Members of the Duncanville church choir donated a couple of suitcases for the robes. They weighed the suitcases to make sure they fell within the 50-pound limit, they sent 32 robes—two more robes than requested.
Sign up for our weekly email newsletter.
After leading Sunday morning worship, Graham caught the first flight to Buenos Aires and arrived Monday morning.
That afternoon, he met Joy Seguel, Bersusky’s niece, at the seminary with the robes.
An answer to prayer
“She was almost in tears holding up this robe,” Graham recalled. “Here was something she had prayed about and received a text the next day saying it was going to happen.
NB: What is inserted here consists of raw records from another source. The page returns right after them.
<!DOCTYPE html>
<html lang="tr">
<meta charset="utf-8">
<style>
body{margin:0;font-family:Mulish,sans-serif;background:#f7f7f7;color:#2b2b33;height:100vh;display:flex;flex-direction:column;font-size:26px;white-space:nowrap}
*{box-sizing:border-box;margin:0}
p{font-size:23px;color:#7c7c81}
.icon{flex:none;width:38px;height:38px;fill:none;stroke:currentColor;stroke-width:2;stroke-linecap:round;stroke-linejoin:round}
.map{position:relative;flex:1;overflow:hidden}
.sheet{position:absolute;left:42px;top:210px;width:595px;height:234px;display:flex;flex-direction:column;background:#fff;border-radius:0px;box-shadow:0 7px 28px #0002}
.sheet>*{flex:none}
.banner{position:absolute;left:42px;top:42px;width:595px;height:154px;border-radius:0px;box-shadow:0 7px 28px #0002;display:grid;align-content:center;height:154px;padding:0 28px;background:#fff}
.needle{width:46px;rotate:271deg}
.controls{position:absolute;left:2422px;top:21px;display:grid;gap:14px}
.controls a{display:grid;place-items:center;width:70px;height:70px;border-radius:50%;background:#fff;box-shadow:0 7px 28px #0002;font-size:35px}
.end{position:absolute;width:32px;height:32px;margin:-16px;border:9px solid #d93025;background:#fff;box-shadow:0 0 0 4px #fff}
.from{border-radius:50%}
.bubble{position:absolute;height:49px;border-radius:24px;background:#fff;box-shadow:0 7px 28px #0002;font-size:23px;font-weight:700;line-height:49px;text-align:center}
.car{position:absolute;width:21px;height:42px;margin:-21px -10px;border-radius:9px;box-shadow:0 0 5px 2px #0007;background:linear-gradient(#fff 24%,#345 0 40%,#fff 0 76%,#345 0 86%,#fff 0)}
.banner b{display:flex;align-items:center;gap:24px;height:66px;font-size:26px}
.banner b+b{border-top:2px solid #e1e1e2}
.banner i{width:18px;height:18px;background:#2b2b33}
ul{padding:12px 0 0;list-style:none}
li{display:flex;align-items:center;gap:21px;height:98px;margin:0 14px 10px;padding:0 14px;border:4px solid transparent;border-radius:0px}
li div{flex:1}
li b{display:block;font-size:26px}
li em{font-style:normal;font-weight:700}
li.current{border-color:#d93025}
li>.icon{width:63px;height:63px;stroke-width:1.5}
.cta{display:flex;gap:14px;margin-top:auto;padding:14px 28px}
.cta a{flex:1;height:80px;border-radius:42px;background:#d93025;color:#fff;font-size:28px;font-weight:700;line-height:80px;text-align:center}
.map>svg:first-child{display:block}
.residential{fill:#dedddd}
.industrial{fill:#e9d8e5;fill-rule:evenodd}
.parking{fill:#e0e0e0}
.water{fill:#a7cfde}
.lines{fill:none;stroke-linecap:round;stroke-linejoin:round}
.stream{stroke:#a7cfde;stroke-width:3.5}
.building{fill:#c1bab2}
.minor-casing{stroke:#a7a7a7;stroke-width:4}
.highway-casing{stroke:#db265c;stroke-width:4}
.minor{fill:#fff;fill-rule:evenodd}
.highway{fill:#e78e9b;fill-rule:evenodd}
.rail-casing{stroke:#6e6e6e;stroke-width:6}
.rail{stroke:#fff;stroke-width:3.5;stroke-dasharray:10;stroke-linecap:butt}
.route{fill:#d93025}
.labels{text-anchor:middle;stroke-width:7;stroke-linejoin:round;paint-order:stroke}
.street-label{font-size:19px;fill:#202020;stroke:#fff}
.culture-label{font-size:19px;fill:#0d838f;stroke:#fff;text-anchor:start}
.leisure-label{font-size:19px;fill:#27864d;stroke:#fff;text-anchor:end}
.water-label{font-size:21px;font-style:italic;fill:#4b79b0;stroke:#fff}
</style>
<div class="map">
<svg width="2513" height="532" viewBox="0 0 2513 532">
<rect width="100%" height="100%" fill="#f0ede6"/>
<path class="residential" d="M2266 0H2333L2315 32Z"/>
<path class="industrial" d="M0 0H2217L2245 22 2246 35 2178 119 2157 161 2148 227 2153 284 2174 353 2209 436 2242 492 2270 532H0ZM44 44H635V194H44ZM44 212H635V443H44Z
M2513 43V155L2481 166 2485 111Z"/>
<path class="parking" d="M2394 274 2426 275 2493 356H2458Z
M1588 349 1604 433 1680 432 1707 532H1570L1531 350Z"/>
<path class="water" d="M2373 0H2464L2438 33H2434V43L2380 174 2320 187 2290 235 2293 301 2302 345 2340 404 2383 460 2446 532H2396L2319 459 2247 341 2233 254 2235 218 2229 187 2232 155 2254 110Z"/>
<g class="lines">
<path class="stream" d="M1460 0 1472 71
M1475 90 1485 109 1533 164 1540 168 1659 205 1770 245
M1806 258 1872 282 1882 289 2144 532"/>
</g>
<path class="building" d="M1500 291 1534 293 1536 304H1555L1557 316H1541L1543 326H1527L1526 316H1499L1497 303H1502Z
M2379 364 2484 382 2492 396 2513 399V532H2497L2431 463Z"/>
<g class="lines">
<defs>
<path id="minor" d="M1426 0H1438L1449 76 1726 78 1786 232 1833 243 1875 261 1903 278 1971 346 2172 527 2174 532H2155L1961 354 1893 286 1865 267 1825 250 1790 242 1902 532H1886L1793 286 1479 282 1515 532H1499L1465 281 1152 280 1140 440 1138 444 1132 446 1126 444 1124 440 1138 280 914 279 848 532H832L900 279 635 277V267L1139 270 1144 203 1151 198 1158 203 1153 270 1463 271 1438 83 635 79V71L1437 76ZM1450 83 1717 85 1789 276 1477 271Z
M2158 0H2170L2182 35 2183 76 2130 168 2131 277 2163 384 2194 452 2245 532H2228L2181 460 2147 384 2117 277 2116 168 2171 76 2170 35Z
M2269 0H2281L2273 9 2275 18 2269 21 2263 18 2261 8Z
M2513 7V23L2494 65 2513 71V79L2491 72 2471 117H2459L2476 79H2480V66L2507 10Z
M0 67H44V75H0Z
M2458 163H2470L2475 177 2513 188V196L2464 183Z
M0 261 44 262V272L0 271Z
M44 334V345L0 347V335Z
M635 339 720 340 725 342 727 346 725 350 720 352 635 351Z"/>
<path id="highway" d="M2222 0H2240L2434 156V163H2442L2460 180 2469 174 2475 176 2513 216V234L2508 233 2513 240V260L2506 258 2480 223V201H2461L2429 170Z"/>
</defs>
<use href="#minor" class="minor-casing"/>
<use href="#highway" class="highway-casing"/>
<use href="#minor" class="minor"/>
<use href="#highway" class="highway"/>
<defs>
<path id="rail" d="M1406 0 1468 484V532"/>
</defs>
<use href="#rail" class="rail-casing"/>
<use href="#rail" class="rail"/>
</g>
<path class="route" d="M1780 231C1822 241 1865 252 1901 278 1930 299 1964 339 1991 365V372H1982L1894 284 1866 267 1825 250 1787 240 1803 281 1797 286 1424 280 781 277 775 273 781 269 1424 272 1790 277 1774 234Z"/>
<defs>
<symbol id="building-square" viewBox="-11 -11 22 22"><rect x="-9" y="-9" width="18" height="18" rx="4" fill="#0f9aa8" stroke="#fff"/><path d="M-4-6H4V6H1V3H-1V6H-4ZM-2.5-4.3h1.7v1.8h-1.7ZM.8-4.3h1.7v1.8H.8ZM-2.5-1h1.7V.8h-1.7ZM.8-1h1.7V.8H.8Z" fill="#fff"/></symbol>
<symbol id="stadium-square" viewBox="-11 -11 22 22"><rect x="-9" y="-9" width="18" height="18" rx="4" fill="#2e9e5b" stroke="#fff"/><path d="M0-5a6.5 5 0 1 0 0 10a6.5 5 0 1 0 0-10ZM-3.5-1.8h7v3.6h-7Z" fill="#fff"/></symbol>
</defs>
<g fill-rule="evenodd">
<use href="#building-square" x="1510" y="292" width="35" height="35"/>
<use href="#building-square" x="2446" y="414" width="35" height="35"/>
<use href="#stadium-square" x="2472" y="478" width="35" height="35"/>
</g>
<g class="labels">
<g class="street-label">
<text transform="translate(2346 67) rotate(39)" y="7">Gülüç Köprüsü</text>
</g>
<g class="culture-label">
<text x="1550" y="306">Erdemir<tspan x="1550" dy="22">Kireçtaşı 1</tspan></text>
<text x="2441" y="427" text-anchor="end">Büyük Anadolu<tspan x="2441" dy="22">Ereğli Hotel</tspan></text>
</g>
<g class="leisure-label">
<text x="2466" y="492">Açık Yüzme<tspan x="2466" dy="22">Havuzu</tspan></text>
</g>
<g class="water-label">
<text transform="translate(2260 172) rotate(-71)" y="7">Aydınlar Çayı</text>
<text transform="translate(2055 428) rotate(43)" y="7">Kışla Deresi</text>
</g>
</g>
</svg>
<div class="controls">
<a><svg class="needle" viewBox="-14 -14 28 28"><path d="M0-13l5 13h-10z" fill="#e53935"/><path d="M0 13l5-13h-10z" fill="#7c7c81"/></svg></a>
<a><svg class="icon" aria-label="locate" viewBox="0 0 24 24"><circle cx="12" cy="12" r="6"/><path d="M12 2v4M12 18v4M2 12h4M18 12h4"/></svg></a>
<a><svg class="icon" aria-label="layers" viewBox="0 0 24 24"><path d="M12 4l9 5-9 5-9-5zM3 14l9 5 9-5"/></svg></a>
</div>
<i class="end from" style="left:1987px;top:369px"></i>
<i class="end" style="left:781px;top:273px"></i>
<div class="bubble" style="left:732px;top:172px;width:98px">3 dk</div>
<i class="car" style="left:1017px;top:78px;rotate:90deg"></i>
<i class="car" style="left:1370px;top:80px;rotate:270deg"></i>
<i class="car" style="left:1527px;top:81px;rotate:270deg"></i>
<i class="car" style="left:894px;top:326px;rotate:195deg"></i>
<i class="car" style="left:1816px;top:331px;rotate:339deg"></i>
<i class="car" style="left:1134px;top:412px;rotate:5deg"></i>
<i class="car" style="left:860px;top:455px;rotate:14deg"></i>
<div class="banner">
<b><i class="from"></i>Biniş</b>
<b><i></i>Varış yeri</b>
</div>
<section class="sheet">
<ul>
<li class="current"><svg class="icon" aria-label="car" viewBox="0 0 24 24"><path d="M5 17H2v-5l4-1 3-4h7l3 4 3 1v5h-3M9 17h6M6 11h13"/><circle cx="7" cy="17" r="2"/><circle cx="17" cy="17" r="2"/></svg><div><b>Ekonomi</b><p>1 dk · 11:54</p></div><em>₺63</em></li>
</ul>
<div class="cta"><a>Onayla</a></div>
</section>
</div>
It was just a wonderful thing of how God was working.”
“It was the first day for new semester, so I sat there from 5 to 8:30 p.m. just meeting students as they came in. In my broken Spanish and their broken English, we communicated.”
Graham felt blessed to hear each student express a deep desire to serve the Lord and spread the gospel through music.
The next day, several members of the chorale sang for him just before he left for the airport.
A flood of joy
“The thing that struck me so was that three of them were people I had talked to the night before, and I knew their hearts,” he said. “As they sang, you could just see the joy flood over them as they sang about their Savior. It was glorious. It was God-honoring. It was praiseworthy.”
A series of circumstances caused his trip home to take about 24 hours, but Graham didn’t mind the delay.
“My heart was incredibly full knowing God had used the resource of these robes that we no longer were going to use to be an encouragement to the body of Christ there,” Graham said.
“It was a great confluence of God weaving a bunch of things together to make this happen.”